High Court to hear first UK GDPR data accuracy claim

high court2A Sussex man is launching what is understood to be the first High Court action over a company’s failure to keep accurate personal data – a key tenet of UK GDPR, but one that has been rarely enforced until now – claiming his data rights have been breached.

In what could be a landmark case, Burgess Hill resident James Blount claims his private information was misused by Luton-based recruitment company Impellam Group, which carried out a disclosure and barring service (DBS) check using a wrong address.

Blount, who is demanding compensation of £5,000, had been working for Carbon60, a subsidiary of Impellam, when he was referred to be vetted and to have an enhancing DBS check in May 2019, according to a writ issued in London’s High Court.

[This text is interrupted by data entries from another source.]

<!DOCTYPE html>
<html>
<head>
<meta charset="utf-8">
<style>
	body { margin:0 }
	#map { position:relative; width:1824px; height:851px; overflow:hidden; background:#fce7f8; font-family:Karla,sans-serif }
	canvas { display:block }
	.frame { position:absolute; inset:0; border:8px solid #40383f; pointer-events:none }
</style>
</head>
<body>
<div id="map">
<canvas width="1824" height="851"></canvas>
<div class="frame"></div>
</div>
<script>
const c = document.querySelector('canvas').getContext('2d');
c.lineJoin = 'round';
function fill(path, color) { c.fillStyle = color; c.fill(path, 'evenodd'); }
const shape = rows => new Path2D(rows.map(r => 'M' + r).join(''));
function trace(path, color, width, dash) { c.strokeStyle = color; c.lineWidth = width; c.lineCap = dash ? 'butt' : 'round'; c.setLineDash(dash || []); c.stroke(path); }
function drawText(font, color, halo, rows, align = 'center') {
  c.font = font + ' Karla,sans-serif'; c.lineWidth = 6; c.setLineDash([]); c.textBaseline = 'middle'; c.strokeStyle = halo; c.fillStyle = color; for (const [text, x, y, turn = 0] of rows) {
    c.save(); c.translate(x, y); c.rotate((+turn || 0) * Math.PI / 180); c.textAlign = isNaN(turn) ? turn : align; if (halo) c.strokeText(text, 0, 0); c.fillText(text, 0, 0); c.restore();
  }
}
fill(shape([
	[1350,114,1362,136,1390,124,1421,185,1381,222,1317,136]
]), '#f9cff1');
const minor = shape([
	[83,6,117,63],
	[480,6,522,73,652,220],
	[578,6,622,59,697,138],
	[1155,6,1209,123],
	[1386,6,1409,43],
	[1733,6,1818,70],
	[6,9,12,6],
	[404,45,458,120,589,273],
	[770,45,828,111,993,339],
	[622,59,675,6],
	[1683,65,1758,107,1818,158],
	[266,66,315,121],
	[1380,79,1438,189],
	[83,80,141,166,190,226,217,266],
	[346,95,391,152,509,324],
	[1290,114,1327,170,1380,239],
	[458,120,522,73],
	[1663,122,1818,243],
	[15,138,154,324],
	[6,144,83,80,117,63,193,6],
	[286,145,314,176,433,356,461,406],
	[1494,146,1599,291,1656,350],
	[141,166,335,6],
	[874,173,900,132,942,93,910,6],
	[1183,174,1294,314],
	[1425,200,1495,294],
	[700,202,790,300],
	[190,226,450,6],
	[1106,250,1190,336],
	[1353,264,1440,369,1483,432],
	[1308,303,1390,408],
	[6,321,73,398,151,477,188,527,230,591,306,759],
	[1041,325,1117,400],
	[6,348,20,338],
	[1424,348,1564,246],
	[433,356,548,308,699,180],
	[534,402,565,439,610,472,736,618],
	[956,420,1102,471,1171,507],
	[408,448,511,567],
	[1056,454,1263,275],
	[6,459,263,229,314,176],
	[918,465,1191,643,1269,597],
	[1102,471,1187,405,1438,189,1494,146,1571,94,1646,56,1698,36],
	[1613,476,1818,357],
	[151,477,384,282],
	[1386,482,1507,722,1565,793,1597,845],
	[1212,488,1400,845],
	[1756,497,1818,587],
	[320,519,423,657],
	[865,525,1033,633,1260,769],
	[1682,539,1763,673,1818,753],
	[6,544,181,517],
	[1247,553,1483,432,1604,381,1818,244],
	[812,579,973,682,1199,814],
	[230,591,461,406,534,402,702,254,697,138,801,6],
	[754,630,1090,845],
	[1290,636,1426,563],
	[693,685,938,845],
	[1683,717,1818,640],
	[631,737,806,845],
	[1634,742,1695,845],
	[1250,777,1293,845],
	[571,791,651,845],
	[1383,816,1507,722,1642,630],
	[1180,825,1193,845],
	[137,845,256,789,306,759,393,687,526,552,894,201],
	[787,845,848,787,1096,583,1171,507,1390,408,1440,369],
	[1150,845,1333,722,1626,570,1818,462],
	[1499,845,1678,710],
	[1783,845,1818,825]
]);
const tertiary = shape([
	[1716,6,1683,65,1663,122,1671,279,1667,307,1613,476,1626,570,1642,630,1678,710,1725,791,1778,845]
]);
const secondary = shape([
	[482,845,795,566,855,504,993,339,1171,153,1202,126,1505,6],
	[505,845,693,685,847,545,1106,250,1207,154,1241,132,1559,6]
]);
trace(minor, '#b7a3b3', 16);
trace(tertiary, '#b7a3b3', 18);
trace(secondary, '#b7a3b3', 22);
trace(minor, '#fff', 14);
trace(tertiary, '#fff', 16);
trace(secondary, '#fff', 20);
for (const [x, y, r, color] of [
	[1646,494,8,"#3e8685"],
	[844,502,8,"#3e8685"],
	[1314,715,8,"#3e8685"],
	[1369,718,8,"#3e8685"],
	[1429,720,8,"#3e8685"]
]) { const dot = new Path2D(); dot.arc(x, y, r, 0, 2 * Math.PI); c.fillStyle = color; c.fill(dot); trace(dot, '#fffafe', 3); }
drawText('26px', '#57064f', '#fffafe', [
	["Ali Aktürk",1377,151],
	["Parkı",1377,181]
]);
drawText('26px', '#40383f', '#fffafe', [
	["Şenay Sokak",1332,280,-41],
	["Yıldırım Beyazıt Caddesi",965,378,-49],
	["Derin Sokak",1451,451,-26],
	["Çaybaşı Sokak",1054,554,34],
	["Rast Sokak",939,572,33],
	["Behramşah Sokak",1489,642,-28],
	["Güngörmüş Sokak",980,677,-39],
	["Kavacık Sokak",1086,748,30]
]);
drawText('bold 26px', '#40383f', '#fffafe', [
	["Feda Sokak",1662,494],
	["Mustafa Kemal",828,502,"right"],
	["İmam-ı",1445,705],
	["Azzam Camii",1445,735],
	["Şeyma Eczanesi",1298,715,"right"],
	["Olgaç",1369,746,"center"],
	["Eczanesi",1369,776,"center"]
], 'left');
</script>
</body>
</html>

In September 2019 , Impellam contacted him to see if he had received the material sent by the DBS following his check, but Blount claims Impellam had not checked his data and therefore sent the letter to his previous address.

The DBS certificate contained his personal information including his name, date and place of birth, employment details, and DBS certification number, and Blount alleges the mistake caused him anxiety, embarrassment and distress.

Impellam’s Hannah Johnson emailed him an apology in October 2019, and the company also sent him an email blaming the mistake on human error. The company said all Carbon60staff would be reminded of the importance of using care when verifying up to date address details.

Blount says this amounts to an admission of breach of duty, and accuses the firm of misusing private information and breach of confidence.

Impellam argues the claim is embarrassing, wholly misconceived, and should be struck out as there are no reasonable grounds for bringing the case. It denies there was any breach of the Data Protection Act 2018, [and UK GDPR] misuse of private information or breach of confidence.

The company insists Blount has provided no evidence to support his claim for distress, loss and damage.

Impellam also contends that the case was wrongly started in the High Court and should be transferred to Blount’s local county court. It adds that it does not understand why the case is against Impellam Group rather than Carbon60, and denies it was negligent.

Impellam says that despite denying liability, it reported the issue to the Information Commissioner’s Office, which – it also claims – confirmed that the firm had appropriate processes to place to ensure the security of personal data.

However, Impellam says that Blount has failed to show that the DBS check was received or reviewed by a third party.

Article 5 of GDPR states that “personal data shall be, accurate and, where necessary, kept up to date; every reasonable step must be taken to ensure that personal data that are inaccurate, having regard to the purposes for which they are processed, are erased or rectified without delay (‘accuracy’).”